Reducing air pollution can lead to improvements in water quality
Water pollution has been reduced by air pollution control regulations

Water pollution monitoring

Reducing air pollution can lead to improvements in water quality

24 Jun, 2013

Published over 13 years ago. See the latest and most current information on Water pollution monitoring.

The move to decrease air pollution throughout the Chesapeake Bay watershed throughout the last decade has resulted in an improvement in the area's water quality.

Over the last ten years people and businesses throughout Chesapeake Bay have reduced the amount of nitrogen air pollution being produced; whilst this has improved the area's air pollution levels, it has also led to a marked decrease in water pollution levels.

This unexpected side effect of reducing air pollution has also been recorded in other towns and countries. It has been estimated by the Bay Programme that the levels of nitrogen within Chesapeake Bay have reduced by around ten per cent since 1985. This equates to around 35 million pounds of nitrogen.

Nitrogen can cause a variety of issues when it enters water from the air, including allowing the growth of algae that can be detrimental to other types of wildlife found within local water systems. The introduction of air pollution controls has proved an effective course of control for water pollution, by lowering the biological availability of nitrogen throughout water systems.

The reduction of nitrogen water pollution has been a huge success for the Chesapeake area. Nitrogen air pollution within the Bay area was previously classed as 'uncontrollable', but is now counted on the Bay pollution diet as they are further reduced.

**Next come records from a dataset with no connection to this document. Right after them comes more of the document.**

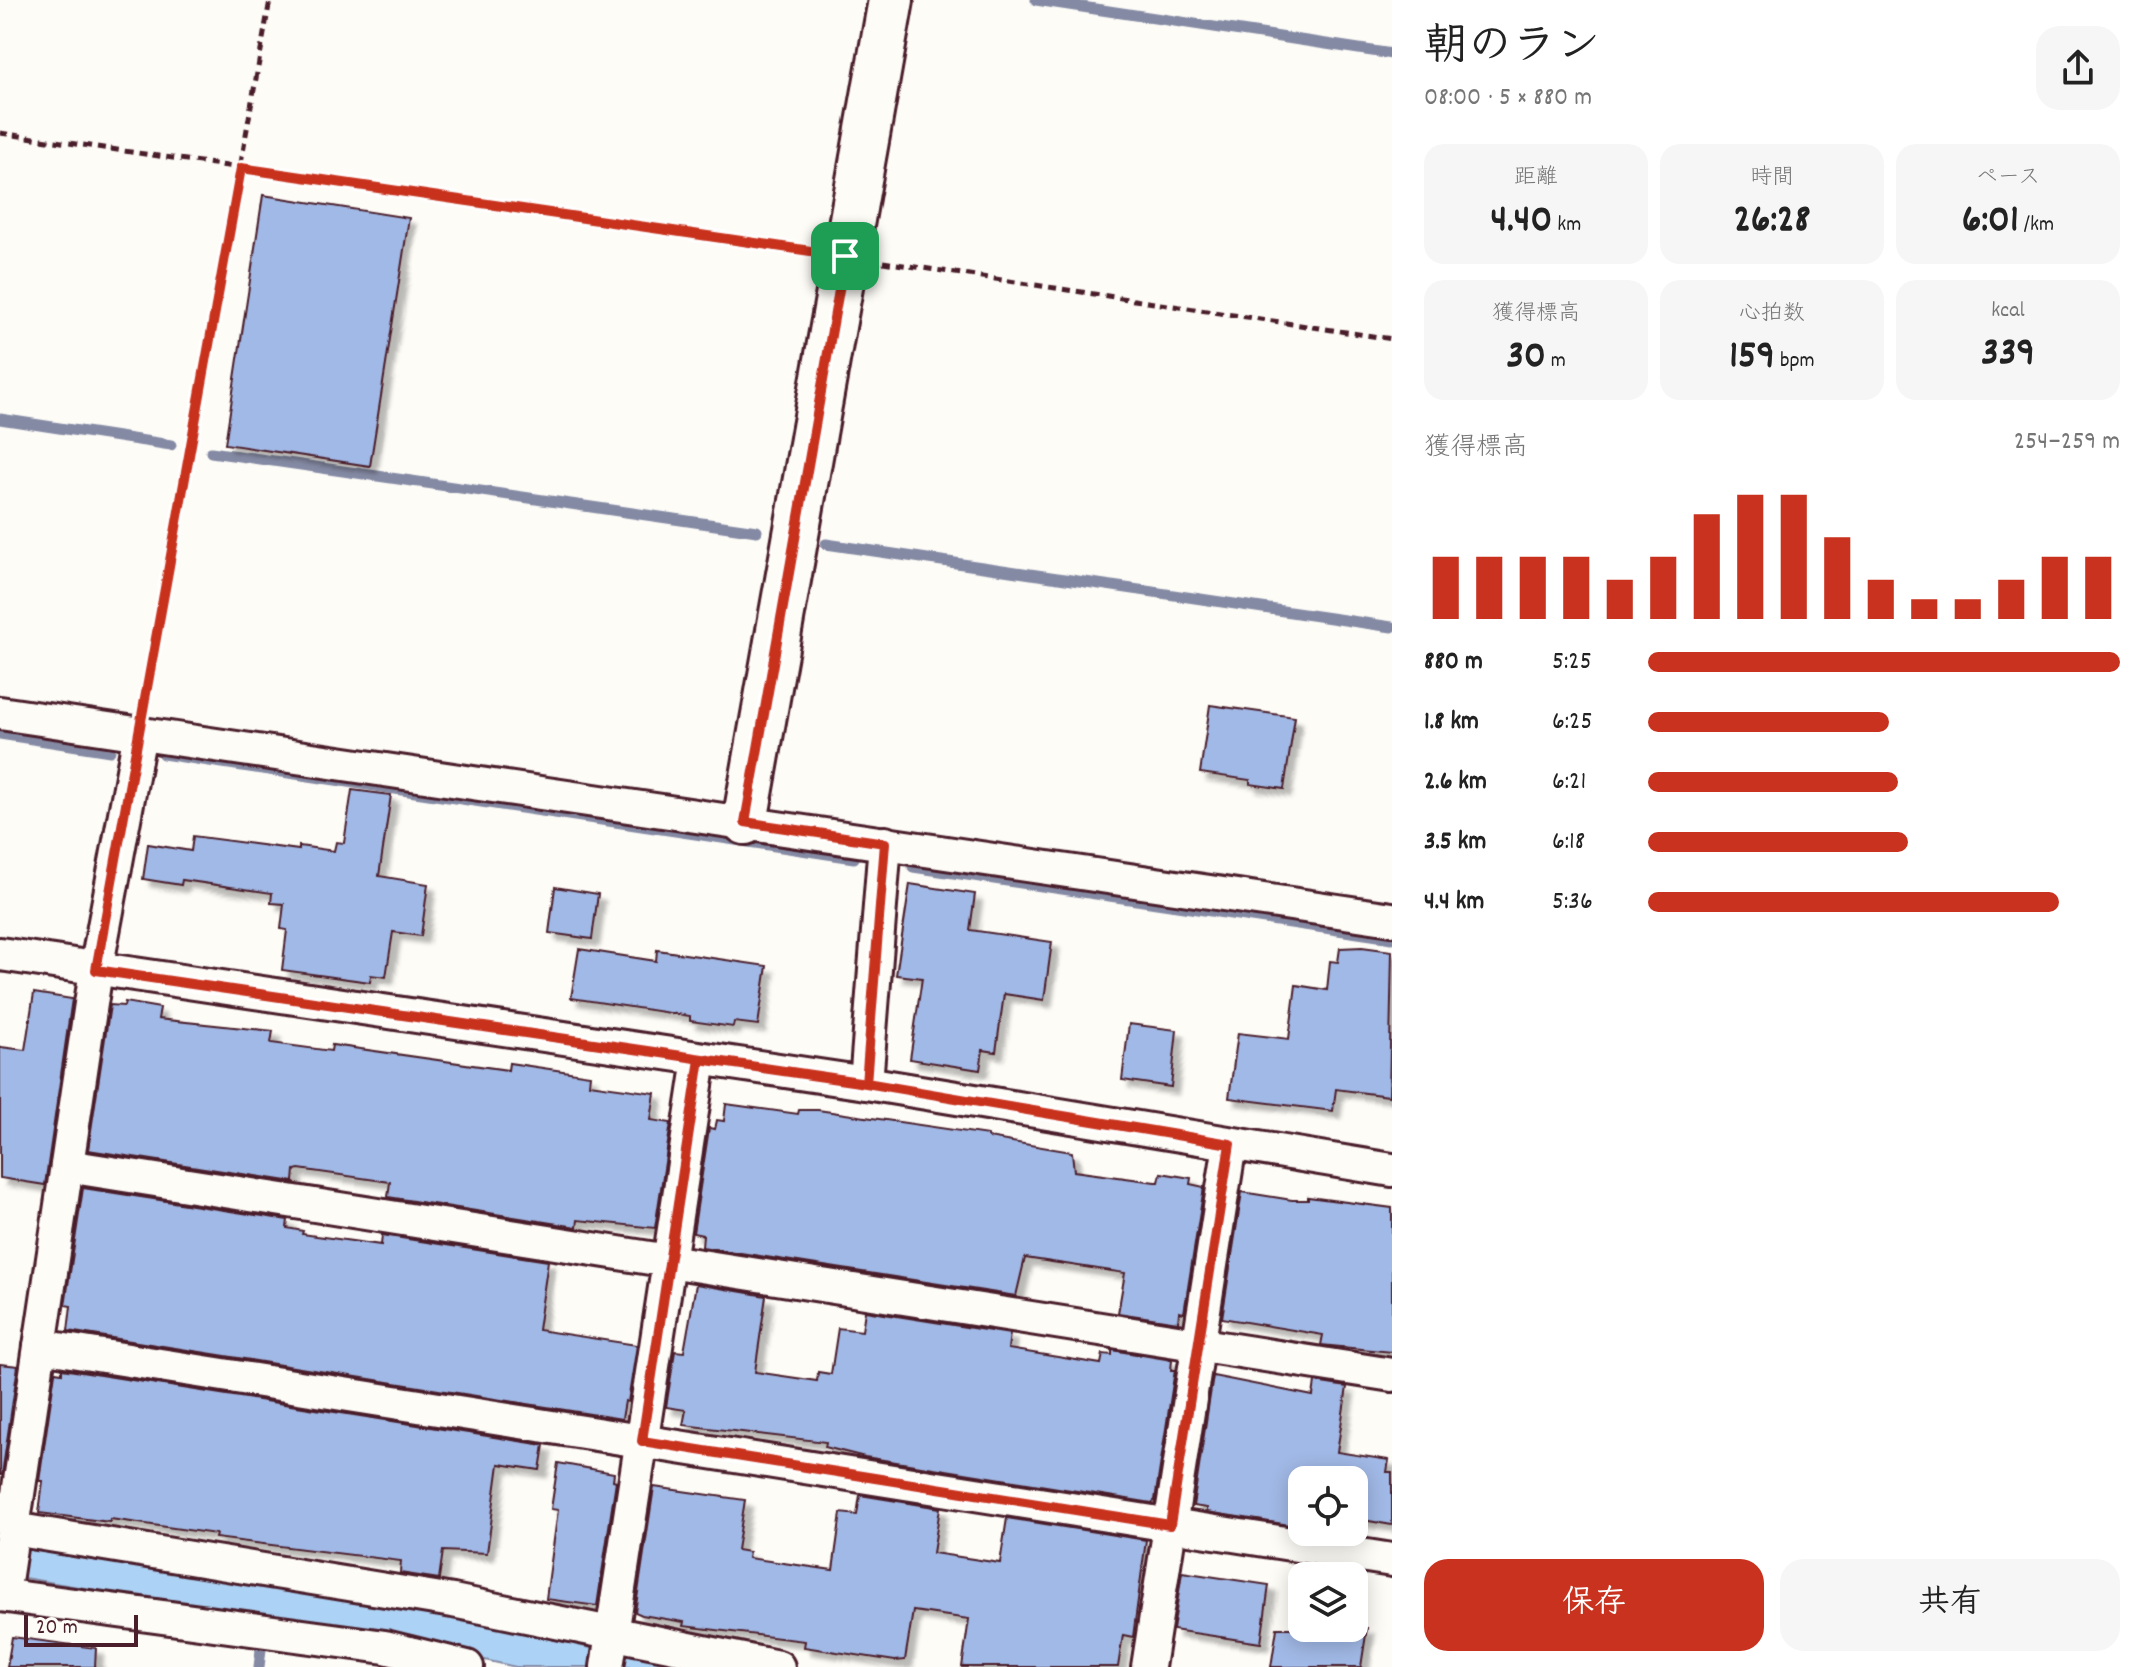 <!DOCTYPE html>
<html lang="ja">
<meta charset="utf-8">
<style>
:root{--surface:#fff;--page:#f6f6f6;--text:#222;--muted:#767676;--accent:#c8321e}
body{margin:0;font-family:Dekko,"Klee One",sans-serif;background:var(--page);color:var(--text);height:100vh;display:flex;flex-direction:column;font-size:30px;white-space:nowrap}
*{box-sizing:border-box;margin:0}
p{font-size:26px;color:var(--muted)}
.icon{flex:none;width:44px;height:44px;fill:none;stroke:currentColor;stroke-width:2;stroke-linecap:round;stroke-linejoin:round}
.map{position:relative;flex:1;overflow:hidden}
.side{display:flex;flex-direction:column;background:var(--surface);width:760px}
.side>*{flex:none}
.controls{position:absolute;left:1288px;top:1466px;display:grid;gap:16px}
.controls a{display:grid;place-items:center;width:80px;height:80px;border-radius:16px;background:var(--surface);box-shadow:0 4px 20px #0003;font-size:40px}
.scale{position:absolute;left:24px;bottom:20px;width:114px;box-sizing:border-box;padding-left:8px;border:4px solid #4a1f2b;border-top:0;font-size:22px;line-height:28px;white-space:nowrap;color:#4a1f2b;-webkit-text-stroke:6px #fdfcf7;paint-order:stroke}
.pin{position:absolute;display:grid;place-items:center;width:68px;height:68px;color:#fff;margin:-34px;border-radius:16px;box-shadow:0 4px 12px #0006}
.round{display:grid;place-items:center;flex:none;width:84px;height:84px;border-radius:24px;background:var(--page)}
.head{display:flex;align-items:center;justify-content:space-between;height:136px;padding:0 32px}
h1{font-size:44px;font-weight:700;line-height:60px}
.metrics{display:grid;grid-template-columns:repeat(3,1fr);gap:12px;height:136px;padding:8px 32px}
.metrics div{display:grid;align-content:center;border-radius:20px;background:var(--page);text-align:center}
.metrics b{font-size:40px;font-weight:700}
.metrics small{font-size:22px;font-weight:400}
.metrics p{font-size:22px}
.chart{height:224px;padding:16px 32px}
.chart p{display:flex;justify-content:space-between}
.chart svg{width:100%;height:144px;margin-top:8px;stroke:var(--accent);stroke-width:6}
.button{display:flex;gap:16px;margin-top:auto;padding:16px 32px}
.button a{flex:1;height:92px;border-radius:24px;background:var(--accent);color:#fff;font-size:32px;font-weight:700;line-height:92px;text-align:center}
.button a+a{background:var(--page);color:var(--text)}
ul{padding:0 32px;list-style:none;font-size:26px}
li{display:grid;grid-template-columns:128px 96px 1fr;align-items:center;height:60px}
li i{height:20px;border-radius:10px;background:var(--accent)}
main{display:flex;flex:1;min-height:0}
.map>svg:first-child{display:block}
.water{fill:#acd2f5;stroke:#858aa4;stroke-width:2}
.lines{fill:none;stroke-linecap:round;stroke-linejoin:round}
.stream{stroke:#858aa4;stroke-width:11}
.building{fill:#a1b9e6;stroke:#4a1f2b;stroke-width:2;filter:url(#shadow)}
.street-casing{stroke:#4a1f2b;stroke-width:38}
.secondary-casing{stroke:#4a1f2b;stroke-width:50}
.path{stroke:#4a1f2b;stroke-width:5;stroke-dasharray:8 6;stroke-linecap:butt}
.street{stroke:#fdfcf7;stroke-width:32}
.secondary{stroke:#fdfcf7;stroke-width:44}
.route-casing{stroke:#fff;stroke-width:16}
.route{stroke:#c8321e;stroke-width:10}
</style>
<main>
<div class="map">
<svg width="1392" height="1667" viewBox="0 0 1392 1667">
<defs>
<filter id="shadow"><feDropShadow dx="7" dy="7" stdDeviation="2" flood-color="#0004"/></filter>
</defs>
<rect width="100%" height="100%" fill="#fdfcf7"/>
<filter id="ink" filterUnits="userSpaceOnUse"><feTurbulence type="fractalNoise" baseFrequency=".0125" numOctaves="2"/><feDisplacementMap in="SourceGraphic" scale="16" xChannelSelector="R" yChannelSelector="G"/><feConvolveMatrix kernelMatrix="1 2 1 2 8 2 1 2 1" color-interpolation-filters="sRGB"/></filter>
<g filter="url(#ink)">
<polygon class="water" points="0,1545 452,1616 586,1647 709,1667 516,1667 386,1638 0,1574"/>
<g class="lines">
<g class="stream">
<polyline points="1036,0 1392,54"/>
<polyline points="0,419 171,445"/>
<polyline points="211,452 757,531"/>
<polyline points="826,544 1392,627"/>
<polyline points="0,734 110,751"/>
<polyline points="163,754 854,858"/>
<polyline points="913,867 1392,938"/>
<polyline points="259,1667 261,1649"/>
</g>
</g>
<g class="building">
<polygon points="263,195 409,218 370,466 225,444"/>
<polygon points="1210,705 1295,717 1284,789 1250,784 1250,780 1200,773"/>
<polygon points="352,790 391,795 379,876 428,884 421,936 393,932 386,977 371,975 370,982 282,970 287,930 281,929 284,904 271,903 272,893 182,880 181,885 143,879 148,844 191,851 193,836 299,850 299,846 334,851 336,842 344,843"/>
<polygon points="910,884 975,894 970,930 1052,942 1044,1000 1004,994 996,1052 983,1050 980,1070 910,1059 922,978 896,975"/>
<polygon points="555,887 598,894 592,939 549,933"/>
<polygon points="1362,947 1392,951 1389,1096 1336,1089 1333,1111 1229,1098 1238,1033 1289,1039 1296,985 1327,990 1330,961 1338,962 1340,948"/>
<polygon points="579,949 656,961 657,950 767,966 758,1025 734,1022 733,1027 690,1021 690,1016 571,998"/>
<polygon points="34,993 72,999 45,1185 0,1178 0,1047 25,1050"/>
<polygon points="125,1002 160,1008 158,1019 273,1031 271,1043 331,1051 332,1045 508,1070 509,1063 590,1075 589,1084 655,1093 651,1120 671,1123 655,1228 578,1220 577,1227 388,1197 390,1182 299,1169 295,1170 294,1182 88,1150 110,1005 124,1006"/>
<polygon points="1129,1024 1177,1030 1171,1087 1122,1080"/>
<polygon points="726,1104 798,1114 799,1110 818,1110 988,1135 988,1138 1072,1152 1074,1171 1155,1182 1159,1182 1161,1173 1191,1178 1190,1184 1204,1187 1184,1313 1179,1312 1178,1322 1118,1313 1125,1273 1025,1258 1016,1296 702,1247 703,1235 693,1233 709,1128 715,1129 717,1120 724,1121"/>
<polygon points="83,1188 288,1220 287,1228 303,1231 302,1234 381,1245 382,1235 548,1261 538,1330 637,1345 628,1402 625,1401 622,1419 68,1331 71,1306 65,1305"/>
<polygon points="1242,1192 1292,1200 1308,1200 1308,1197 1392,1208 1392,1352 1321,1345 1323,1335 1222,1318"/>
<polygon points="696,1284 766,1296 755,1372 817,1381 818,1372 831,1374 838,1328 862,1331 865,1311 1010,1334 1008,1349 1101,1364 1103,1354 1112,1355 1112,1350 1172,1360 1171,1370 1175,1370 1155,1500 1152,1503 865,1457 825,1447 826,1442 683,1425 686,1410 666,1407 675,1351 684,1352"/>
<polygon points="0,1364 18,1366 2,1475 0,1475"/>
<polygon points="62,1369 544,1445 540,1470 499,1464 487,1553 443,1551 439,1579 400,1573 401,1561 215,1538 216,1534 110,1519 110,1522 39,1513 43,1481 39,1481 55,1372 62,1373"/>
<polygon points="1213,1376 1313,1396 1315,1382 1347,1387 1337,1452 1389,1460 1387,1472 1392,1472 1392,1525 1357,1519 1355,1535 1337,1532 1354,1532 1354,1480 1302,1480 1302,1527 1207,1512 1207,1508 1193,1506"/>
<polygon points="558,1463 614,1473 613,1480 616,1481 597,1606 546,1599 558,1510 551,1509"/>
<polygon points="654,1487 745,1500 737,1550 749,1552 748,1558 833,1570 841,1513 857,1515 860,1495 940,1508 933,1553 1000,1563 1007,1518 1146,1540 1133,1637 1123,1635 1118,1667 962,1667 969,1619 913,1611 905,1660 895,1661 804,1647 805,1641 683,1626 684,1622 642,1615 635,1612"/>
<polygon points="1182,1572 1269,1585 1261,1643 1173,1630"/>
<polygon points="1277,1628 1367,1628 1361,1667 1271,1667"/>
<polygon points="12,1637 96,1648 95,1667 7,1667"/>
</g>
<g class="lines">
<g class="street-casing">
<g id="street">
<polyline points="0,713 1392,919"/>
<polyline points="0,954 866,1083 1392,1170"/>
<polyline points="866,1083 885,843"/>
<polyline points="67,1166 1392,1375"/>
<polyline points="40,1346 1392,1560"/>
<polyline points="13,1529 453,1601 778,1667"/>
<polyline points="0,1595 385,1647 467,1667"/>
<polyline points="3,1595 96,970 140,733"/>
<polyline points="607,1667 700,1059"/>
<polyline points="1148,1667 1230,1144"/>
</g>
</g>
<g class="secondary-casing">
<polyline id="secondary" points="745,822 891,0"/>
</g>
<g class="path">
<polyline points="0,133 806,250"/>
<polyline points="883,262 1392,339"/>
<polyline points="145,701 270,0"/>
</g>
<use href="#street" class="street"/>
<use href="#secondary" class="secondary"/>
</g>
</g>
<g class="lines" filter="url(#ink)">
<g class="route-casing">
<polyline id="route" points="845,256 745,822 885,843 866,1083 700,1059 642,1441 1170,1525 1230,1144 866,1083 96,970 241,168 845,256"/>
</g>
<use href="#route" class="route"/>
</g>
</svg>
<div class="controls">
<a><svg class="icon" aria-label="locate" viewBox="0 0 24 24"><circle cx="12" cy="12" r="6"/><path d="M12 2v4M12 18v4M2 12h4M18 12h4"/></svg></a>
<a><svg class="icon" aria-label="layers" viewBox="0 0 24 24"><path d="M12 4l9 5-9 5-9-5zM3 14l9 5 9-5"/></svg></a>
</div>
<div class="scale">20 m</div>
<div class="pin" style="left:845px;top:256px;background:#1e9e55"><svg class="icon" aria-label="arrive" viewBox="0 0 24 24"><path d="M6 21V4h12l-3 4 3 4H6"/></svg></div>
</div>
<section class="side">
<div class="head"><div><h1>朝のラン</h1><p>08:00 · 5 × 880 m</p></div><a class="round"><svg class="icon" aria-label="share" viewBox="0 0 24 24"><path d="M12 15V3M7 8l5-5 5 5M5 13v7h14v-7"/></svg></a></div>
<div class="metrics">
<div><p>距離</p><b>4.40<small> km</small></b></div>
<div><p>時間</p><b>26:28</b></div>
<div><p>ペース</p><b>6:01<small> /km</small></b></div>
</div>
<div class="metrics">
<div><p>獲得標高</p><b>30<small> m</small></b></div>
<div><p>心拍数</p><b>159<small> bpm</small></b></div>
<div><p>kcal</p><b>339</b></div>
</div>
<div class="chart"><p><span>獲得標高</span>254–259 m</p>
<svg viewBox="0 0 160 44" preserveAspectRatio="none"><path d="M5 44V25M15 44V25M25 44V25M35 44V25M45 44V32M55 44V25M65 44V12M75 44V6M85 44V6M95 44V19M105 44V32M115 44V38M125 44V38M135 44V32M145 44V25M155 44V25"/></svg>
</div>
<ul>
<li><b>880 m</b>5:25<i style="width:100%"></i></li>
<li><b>1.8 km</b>6:25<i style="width:51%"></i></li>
<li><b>2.6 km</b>6:21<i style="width:53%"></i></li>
<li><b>3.5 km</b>6:18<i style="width:55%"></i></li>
<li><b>4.4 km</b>5:36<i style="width:87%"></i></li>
</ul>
<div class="button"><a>保存</a><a>共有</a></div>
</section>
</main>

Lewis Linker, modelling coordinator for the Environmental Protection Agency's Bay Programme Office, said:"That's recognition that national laws are driving the air reductions, and those national laws have knock-on benefits, and those benefits are to estuaries everywhere."

Nitrogen is the most common atmospheric gas; however it is not usually available to be used by plant life. Air pollutant forms of nitrogen are able to be used by plants on land and within water, which can ultimately lead to problems with local ecosystems, animal and plant life.